While the Commerce Ministry is keen on inking the FTAs not just with the UK but also with the European Union, the Gulf Cooperation Countries (GCC) among others, the agreements will pass through only if they provide a win-win scenario for both signatories, they added.
Earlier, Prime Minister Narendra Modi and his British counterpart Rishi Sunak spoke on the issue and called for finalising the trade agreement.
“There are several issues which need to be ironed out for the agreement. India must not rush into signing the deal. There cannot be any compromise and New Delhi must look at resolving each issue appropriately before finalising the deal,” Ashwani Mahajan, national co-convenor of Swadeshi Jagran Manch told India Narrative. Mahajan added that amid rapidly shifting geopolitical contours, India must weigh all pros and cons before it enters into any such agreement.
The UK’s Department for International Trade in its study said that an FTA with India needs to work for the UK. “We have been clear that any trade agreement with India must work for UK consumers, producers, and businesses. We remain committed to upholding our high environmental, labour, food safety and animal welfare standards in our trade agreement with India,” it said.
The UK will be keen to ink trade pacts after it walked out of the EU. “It’s not India’s problem. It’s a UK problem. Basically, India is in the driving seat. India is going to be the UK’s solution. UK is not going to be India’s solution,” Meghnad Desai, who is Emeritus Professor of Economics at the London School of Economics and Political Science, told Business Today earlier.

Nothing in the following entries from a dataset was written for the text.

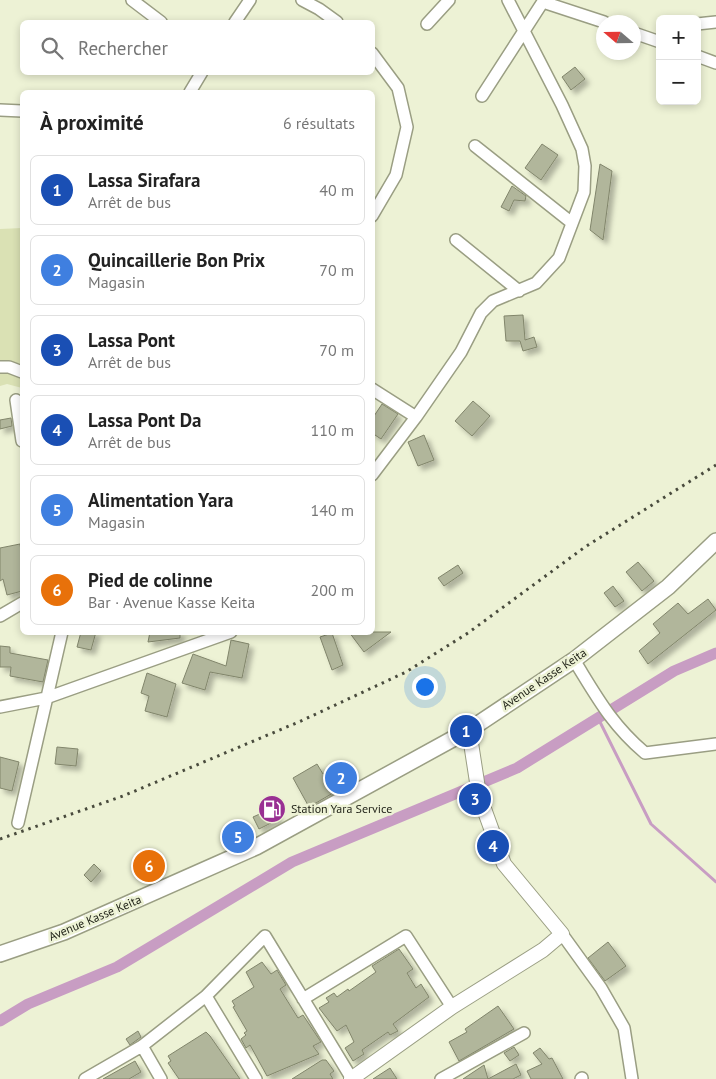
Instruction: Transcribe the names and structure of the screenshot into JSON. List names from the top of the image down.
{
  "streets": {
    "main road": ["Avenue Kasse Keita"]
  },
  "places": {
    "fuel station": ["Station Yara Service"]
  },
  "north": "left",
  "page": {
    "map_buttons": ["+", "−"],
    "search": "Rechercher",
    "heading": ["À proximité", "6 résultats"],
    "list": [
      {
        "mark": "1",
        "name": "Lassa Sirafara",
        "note": "Arrêt de bus",
        "value": "40 m"
      },
      {
        "mark": "2",
        "name": "Quincaillerie Bon Prix",
        "note": "Magasin",
        "value": "70 m"
      },
      {
        "mark": "3",
        "name": "Lassa Pont",
        "note": "Arrêt de bus",
        "value": "70 m"
      },
      {
        "mark": "4",
        "name": "Lassa Pont Da",
        "note": "Arrêt de bus",
        "value": "110 m"
      },
      {
        "mark": "5",
        "name": "Alimentation Yara",
        "note": "Magasin",
        "value": "140 m"
      },
      {
        "mark": "6",
        "name": "Pied de colinne",
        "note": "Bar · Avenue Kasse Keita",
        "value": "200 m"
      }
    ],
    "pins": [
      "1",
      "2",
      "3",
      "5",
      "4",
      "6"
    ]
  }
}
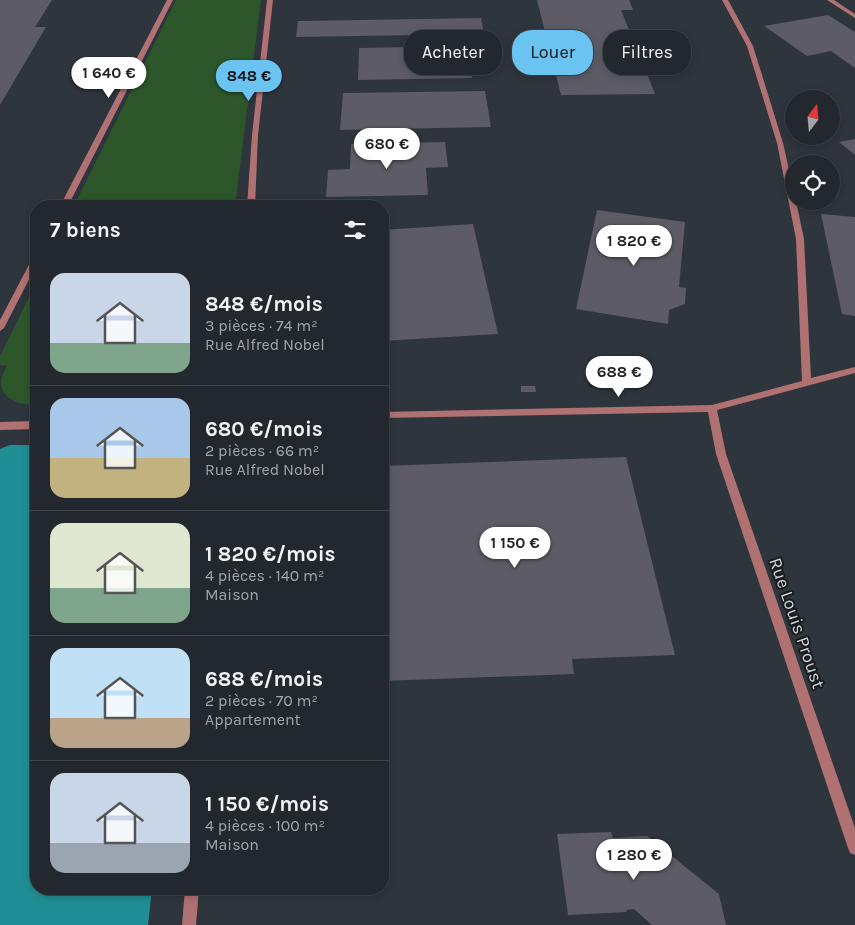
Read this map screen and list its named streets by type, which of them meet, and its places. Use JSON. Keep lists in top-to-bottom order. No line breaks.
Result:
{"streets":{"street":["Rue Louis Proust"]},"north":"top","page":{"chip":["Acheter","Louer","Filtres"],"price":["1 640 €","848 €","680 €","1 820 €","688 €","1 150 €","1 280 €"],"heading":"7 biens","list":[{"name":"848 €/mois","note":"3 pièces · 74 m² · Rue Alfred Nobel"},{"name":"680 €/mois","note":"2 pièces · 66 m² · Rue Alfred Nobel"},{"name":"1 820 €/mois","note":"4 pièces · 140 m² · Maison"},{"name":"688 €/mois","note":"2 pièces · 70 m² · Appartement"},{"name":"1 150 €/mois","note":"4 pièces · 100 m² · Maison"}]}}
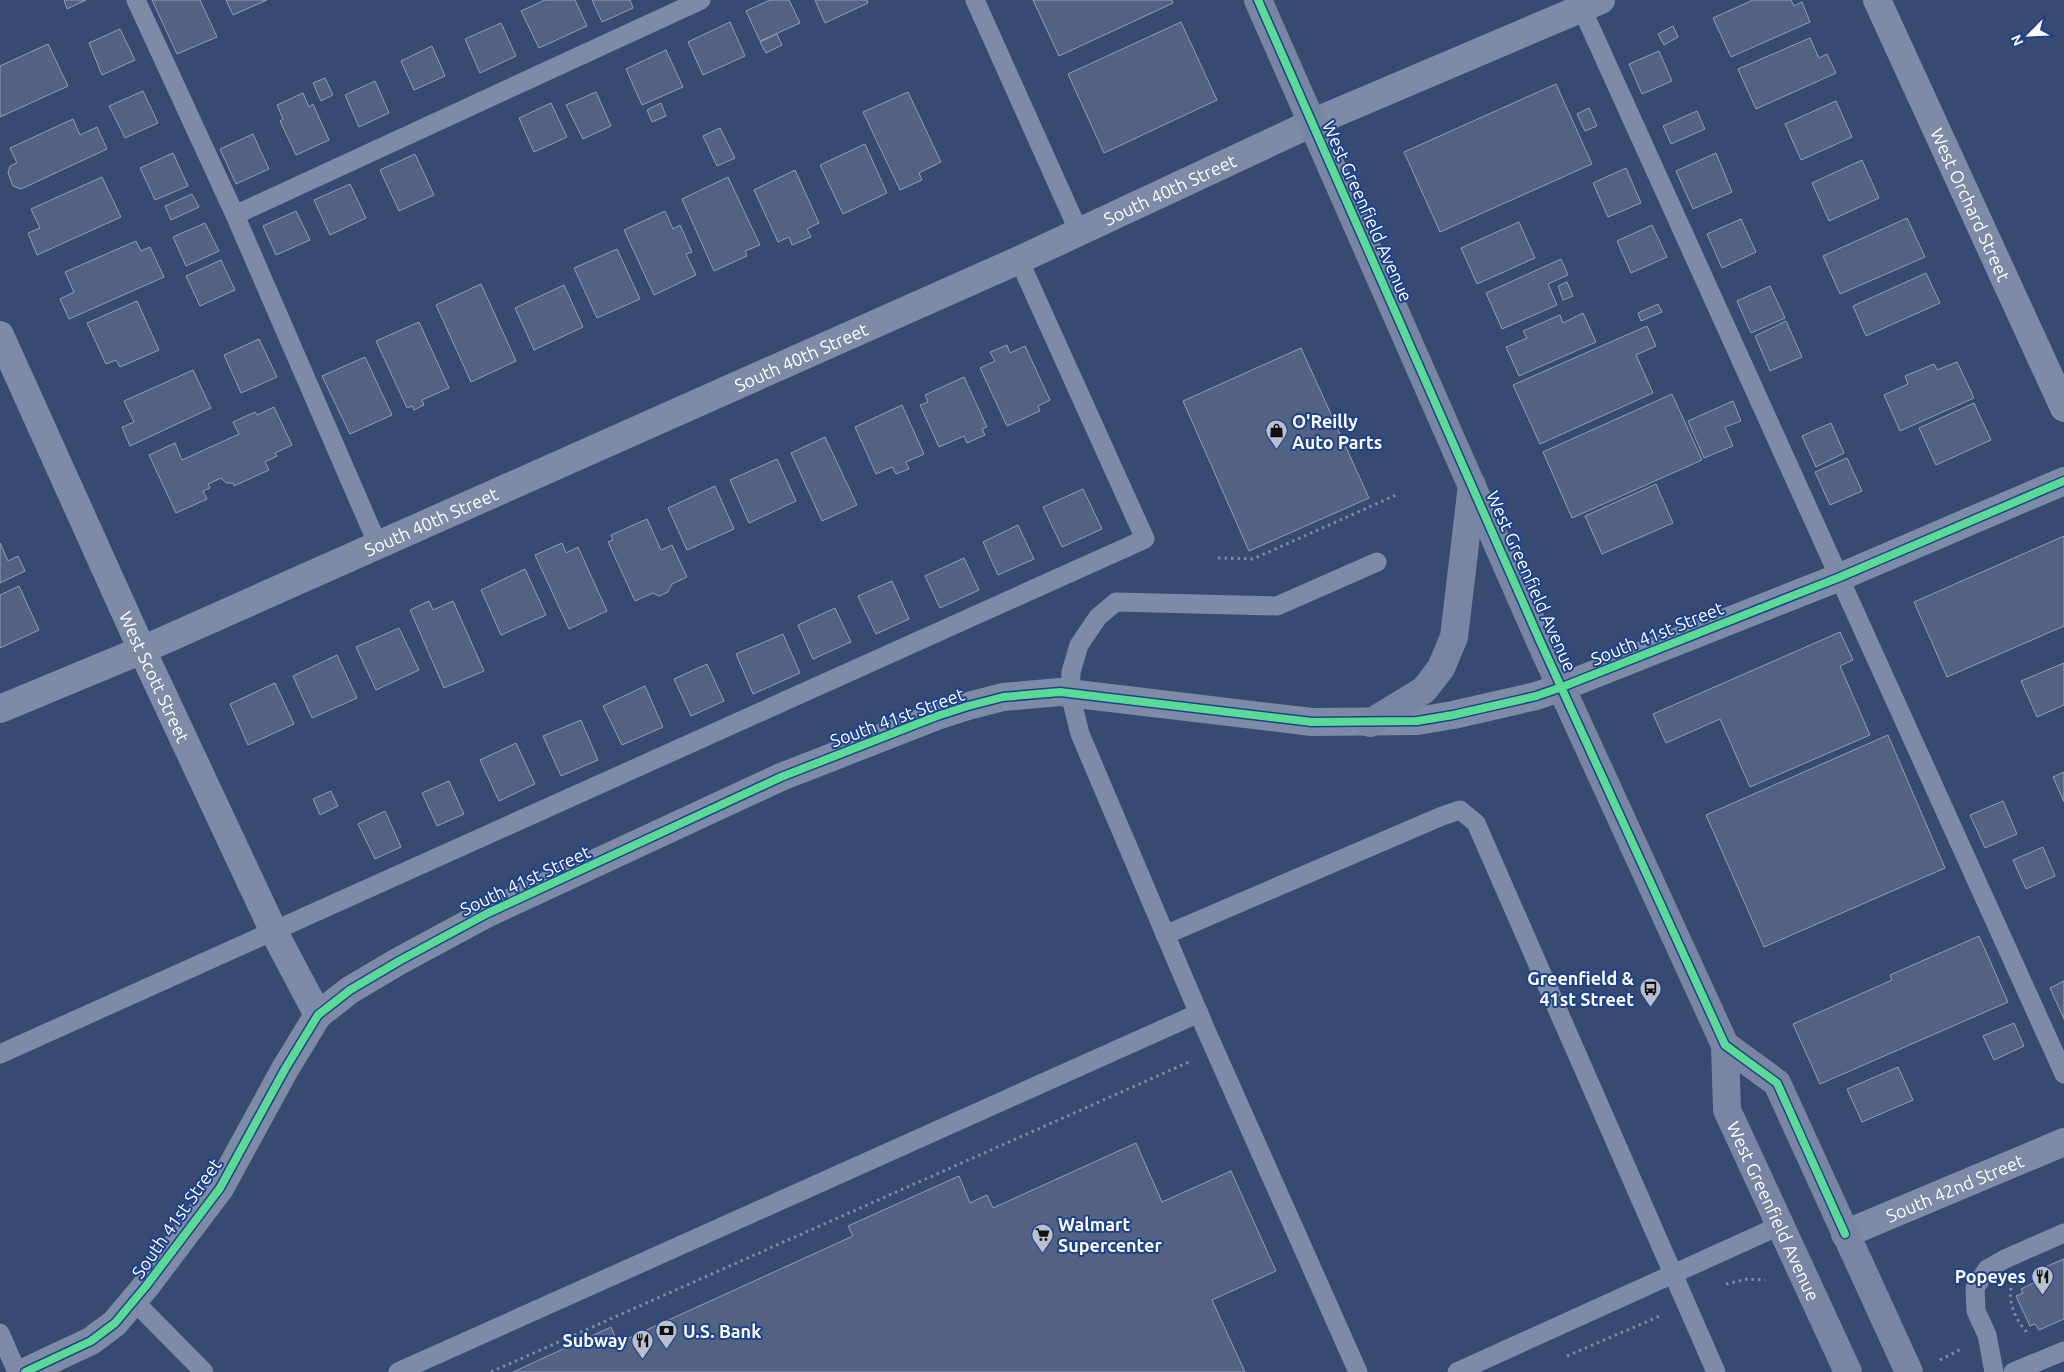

India has also resumed FTA negotiations with the EU.
Meanwhile India, which exited the China-dominated Regional Comprehensive Economic Partnership (RCEP), saying that the agreement would be detrimental to the Indian manufacturing sector as it would have to face stiff competition with a surge in imported goods.
While in the past, India entered into several free trade agreements, including one with the ASEAN (Association of Southeast Asian Nations) block, the deals have not been successful from India’s point of view with increased imports.